(Directions for this task) Return the records in full, exactly as given.

(Data)
=-=-=-=-=

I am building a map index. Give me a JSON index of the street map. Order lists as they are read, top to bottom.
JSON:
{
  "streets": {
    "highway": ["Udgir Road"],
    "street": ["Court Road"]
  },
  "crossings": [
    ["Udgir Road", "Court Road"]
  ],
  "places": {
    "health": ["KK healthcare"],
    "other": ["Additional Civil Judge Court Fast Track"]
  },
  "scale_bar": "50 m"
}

=-=-=-=-=

(Answer to this task)
I am building a map index. Give me a JSON index of the street map. Order lists as they are read, top to bottom.
JSON:
{
  "streets": {
    "highway": ["Udgir Road"],
    "street": ["Court Road"]
  },
  "crossings": [
    ["Udgir Road", "Court Road"]
  ],
  "places": {
    "health": ["KK healthcare"],
    "other": ["Additional Civil Judge Court Fast Track"]
  },
  "scale_bar": "50 m"
}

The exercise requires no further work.